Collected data
────────

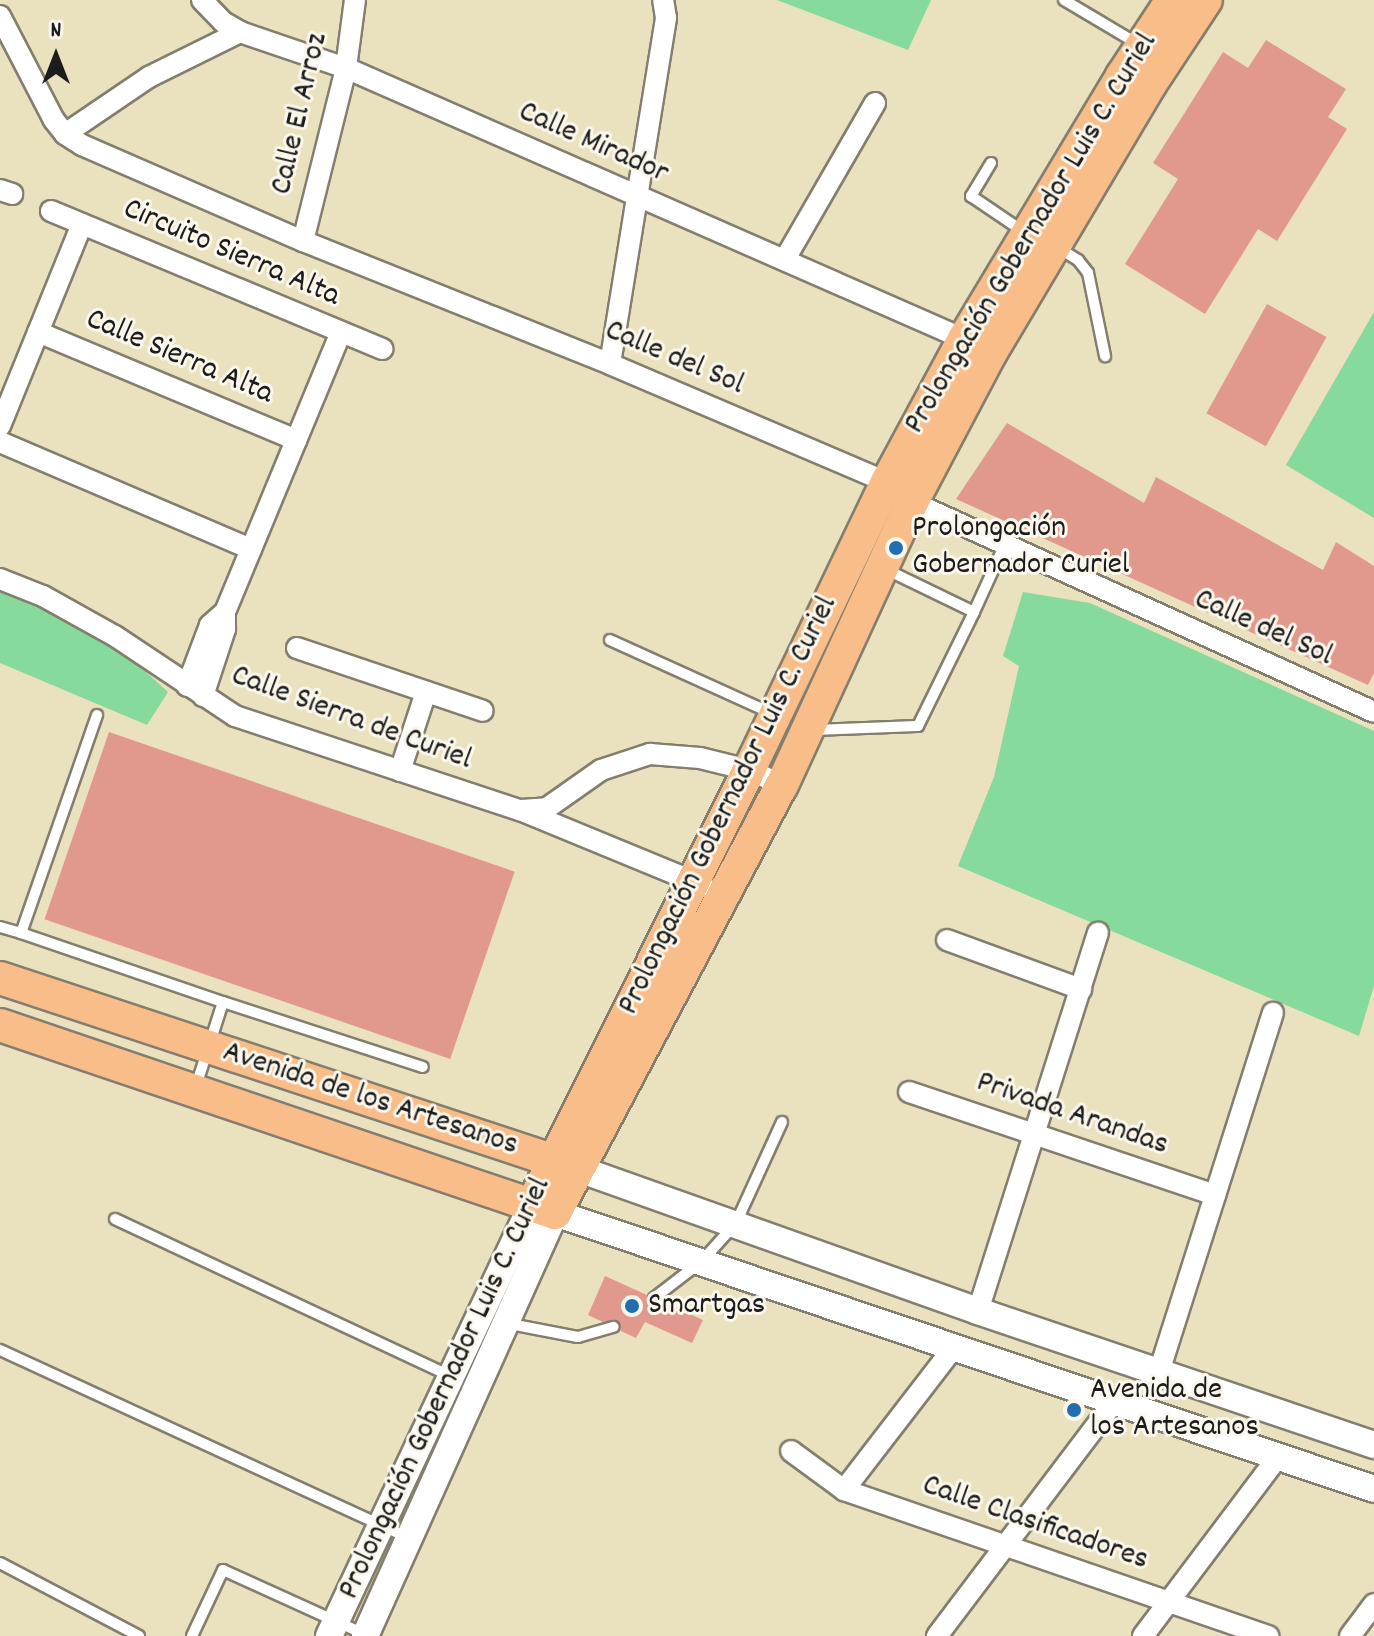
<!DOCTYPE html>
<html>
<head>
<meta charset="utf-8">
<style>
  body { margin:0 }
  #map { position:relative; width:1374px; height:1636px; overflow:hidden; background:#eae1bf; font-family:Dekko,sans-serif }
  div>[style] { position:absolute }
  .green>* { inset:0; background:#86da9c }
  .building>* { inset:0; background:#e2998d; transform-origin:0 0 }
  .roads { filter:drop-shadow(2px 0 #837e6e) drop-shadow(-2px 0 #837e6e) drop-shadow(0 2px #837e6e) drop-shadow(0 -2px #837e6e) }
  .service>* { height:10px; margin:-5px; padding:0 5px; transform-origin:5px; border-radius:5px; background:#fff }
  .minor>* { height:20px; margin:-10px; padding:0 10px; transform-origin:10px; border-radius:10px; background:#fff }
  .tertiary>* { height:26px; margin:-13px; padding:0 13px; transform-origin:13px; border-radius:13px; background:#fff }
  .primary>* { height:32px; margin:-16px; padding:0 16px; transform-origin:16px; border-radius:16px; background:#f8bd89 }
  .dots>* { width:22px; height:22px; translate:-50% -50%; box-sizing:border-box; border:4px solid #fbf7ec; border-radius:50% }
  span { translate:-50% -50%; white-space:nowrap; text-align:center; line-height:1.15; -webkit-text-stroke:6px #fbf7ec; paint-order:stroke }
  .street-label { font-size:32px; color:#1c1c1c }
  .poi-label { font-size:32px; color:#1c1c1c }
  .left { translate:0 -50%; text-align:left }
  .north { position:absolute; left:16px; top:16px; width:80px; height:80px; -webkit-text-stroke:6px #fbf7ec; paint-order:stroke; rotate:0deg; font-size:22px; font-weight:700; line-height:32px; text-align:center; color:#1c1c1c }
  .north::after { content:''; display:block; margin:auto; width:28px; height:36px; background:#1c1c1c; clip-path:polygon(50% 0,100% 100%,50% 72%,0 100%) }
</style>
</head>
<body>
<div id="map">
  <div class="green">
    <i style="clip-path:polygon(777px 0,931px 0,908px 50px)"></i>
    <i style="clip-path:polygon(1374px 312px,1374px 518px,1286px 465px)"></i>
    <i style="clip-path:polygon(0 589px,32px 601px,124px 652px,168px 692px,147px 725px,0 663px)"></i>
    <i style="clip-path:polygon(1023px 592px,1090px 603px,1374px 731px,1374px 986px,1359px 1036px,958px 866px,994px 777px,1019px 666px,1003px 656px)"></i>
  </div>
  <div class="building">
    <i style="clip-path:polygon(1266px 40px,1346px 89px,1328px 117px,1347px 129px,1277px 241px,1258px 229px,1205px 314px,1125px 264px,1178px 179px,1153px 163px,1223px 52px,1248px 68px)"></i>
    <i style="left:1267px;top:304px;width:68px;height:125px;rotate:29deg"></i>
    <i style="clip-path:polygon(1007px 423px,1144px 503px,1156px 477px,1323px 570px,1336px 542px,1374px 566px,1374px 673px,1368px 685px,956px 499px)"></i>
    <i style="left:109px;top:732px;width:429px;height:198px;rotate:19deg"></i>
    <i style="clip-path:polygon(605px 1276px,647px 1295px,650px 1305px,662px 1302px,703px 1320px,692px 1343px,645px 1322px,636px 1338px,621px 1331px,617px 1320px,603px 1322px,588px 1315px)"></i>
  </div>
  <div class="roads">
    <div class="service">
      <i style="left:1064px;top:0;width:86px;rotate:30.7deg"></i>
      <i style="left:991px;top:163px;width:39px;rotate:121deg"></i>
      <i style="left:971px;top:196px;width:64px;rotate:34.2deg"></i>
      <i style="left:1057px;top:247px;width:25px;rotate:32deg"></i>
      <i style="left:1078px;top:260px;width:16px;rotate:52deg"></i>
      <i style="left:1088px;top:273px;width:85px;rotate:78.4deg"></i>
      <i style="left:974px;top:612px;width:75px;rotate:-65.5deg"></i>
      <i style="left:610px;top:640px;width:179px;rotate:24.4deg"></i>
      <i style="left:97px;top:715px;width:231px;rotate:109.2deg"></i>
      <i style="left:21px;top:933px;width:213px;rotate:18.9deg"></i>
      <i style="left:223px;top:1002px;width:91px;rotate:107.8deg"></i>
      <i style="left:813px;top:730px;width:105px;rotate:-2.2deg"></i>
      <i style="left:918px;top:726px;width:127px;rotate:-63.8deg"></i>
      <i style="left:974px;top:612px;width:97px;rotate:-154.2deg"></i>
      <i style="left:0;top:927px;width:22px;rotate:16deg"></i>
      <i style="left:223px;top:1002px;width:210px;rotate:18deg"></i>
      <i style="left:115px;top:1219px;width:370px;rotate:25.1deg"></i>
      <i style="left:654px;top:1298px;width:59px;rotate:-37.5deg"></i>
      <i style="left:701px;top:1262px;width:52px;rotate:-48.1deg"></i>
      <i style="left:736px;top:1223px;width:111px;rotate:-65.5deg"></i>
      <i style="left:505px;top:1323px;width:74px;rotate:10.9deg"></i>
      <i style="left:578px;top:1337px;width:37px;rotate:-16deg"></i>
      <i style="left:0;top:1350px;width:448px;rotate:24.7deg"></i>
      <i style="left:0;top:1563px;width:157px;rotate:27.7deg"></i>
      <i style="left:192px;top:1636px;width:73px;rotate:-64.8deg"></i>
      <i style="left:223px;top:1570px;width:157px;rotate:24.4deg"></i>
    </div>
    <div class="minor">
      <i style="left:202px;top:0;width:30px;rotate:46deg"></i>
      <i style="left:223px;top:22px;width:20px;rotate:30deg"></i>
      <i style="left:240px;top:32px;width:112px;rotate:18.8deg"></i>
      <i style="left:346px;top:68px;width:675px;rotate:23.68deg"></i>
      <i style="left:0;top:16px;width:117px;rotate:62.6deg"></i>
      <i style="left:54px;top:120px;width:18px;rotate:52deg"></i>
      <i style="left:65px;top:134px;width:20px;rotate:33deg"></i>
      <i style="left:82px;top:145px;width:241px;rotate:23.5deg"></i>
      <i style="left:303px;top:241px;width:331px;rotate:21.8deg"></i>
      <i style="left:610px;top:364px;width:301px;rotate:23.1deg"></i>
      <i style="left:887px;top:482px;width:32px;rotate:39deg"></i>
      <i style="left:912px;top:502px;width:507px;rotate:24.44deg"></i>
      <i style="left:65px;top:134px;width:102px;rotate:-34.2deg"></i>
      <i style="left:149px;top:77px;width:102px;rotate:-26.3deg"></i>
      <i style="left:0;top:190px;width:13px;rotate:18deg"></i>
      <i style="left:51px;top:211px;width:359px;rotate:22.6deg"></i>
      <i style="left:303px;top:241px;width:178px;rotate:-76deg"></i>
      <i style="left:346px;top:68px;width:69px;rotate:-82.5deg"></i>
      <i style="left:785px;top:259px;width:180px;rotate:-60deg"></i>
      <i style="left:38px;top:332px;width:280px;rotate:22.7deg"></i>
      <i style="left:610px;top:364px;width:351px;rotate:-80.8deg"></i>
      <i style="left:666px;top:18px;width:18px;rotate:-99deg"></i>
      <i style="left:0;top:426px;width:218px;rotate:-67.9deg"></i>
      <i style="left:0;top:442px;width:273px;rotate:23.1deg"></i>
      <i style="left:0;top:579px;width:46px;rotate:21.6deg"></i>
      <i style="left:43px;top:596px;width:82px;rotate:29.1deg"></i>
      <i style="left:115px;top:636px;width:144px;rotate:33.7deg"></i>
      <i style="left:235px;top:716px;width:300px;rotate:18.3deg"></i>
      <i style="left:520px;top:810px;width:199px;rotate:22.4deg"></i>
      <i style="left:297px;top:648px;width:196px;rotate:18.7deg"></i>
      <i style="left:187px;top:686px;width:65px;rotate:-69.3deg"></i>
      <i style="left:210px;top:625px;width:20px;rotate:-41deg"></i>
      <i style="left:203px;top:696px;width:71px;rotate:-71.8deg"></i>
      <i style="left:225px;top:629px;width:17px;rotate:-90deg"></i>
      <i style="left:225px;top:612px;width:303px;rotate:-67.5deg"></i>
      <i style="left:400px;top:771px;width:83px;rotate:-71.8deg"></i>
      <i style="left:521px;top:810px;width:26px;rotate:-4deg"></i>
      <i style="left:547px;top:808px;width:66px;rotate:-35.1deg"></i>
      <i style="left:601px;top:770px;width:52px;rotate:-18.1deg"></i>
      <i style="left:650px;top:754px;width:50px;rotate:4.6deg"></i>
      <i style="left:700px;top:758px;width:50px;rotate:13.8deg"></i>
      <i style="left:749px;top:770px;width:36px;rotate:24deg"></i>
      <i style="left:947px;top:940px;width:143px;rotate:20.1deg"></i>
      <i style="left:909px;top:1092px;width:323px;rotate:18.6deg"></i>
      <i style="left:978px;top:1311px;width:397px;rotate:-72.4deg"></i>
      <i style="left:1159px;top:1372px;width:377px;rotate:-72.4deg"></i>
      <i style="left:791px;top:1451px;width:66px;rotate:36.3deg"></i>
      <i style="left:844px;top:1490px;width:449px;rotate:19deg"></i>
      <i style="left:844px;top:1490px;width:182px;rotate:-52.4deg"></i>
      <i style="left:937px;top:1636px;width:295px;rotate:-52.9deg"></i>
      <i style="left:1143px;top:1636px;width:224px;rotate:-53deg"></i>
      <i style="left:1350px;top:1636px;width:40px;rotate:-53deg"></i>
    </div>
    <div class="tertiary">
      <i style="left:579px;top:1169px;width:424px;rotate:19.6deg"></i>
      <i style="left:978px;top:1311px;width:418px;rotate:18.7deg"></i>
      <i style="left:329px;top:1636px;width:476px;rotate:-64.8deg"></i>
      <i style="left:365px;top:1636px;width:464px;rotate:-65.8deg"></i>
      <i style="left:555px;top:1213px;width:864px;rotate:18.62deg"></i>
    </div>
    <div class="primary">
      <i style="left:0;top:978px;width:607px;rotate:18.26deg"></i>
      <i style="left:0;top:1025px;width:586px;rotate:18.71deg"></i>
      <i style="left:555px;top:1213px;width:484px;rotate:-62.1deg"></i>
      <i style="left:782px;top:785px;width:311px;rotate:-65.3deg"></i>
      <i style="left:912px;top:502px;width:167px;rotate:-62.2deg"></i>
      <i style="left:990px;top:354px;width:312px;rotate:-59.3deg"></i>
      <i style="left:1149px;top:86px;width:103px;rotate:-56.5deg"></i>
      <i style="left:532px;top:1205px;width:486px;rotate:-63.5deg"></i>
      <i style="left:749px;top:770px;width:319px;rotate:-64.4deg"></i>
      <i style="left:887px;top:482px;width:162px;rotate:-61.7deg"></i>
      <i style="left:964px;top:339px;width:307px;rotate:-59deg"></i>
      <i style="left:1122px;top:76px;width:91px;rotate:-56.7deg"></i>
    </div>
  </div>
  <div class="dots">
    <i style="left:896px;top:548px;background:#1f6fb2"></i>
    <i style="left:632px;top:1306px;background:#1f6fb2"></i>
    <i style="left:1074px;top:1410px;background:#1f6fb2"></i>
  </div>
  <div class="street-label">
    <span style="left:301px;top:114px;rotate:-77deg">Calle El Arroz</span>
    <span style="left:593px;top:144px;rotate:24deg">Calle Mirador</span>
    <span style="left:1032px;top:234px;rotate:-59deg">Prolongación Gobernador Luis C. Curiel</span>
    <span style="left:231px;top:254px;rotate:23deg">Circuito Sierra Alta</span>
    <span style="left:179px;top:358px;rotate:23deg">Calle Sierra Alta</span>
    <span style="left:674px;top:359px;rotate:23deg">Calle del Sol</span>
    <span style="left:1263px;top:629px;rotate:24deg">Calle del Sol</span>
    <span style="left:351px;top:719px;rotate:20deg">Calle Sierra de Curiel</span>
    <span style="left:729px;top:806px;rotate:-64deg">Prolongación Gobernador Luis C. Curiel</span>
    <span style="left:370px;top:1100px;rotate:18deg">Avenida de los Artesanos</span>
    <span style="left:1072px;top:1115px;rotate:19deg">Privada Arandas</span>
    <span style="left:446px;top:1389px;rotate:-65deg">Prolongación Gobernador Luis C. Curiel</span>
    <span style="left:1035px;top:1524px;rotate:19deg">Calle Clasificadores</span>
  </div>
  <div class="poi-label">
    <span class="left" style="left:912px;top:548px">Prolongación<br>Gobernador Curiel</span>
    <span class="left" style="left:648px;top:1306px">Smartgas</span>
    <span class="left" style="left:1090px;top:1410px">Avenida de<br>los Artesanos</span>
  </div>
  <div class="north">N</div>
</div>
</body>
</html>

────────

Prompt
Any pictures are to be skipped, and the lines from the beginning of the entries through the line with "width:22px; height:22px; translate:-50%" copied exactly.

Response
<!DOCTYPE html>
<html>
<head>
<meta charset="utf-8">
<style>
  body { margin:0 }
  #map { position:relative; width:1374px; height:1636px; overflow:hidden; background:#eae1bf; font-family:Dekko,sans-serif }
  div>[style] { position:absolute }
  .green>* { inset:0; background:#86da9c }
  .building>* { inset:0; background:#e2998d; transform-origin:0 0 }
  .roads { filter:drop-shadow(2px 0 #837e6e) drop-shadow(-2px 0 #837e6e) drop-shadow(0 2px #837e6e) drop-shadow(0 -2px #837e6e) }
  .service>* { height:10px; margin:-5px; padding:0 5px; transform-origin:5px; border-radius:5px; background:#fff }
  .minor>* { height:20px; margin:-10px; padding:0 10px; transform-origin:10px; border-radius:10px; background:#fff }
  .tertiary>* { height:26px; margin:-13px; padding:0 13px; transform-origin:13px; border-radius:13px; background:#fff }
  .primary>* { height:32px; margin:-16px; padding:0 16px; transform-origin:16px; border-radius:16px; background:#f8bd89 }
  .dots>* { width:22px; height:22px; translate:-50% -50%; box-sizing:border-box; border:4px solid #fbf7ec; border-radius:50% }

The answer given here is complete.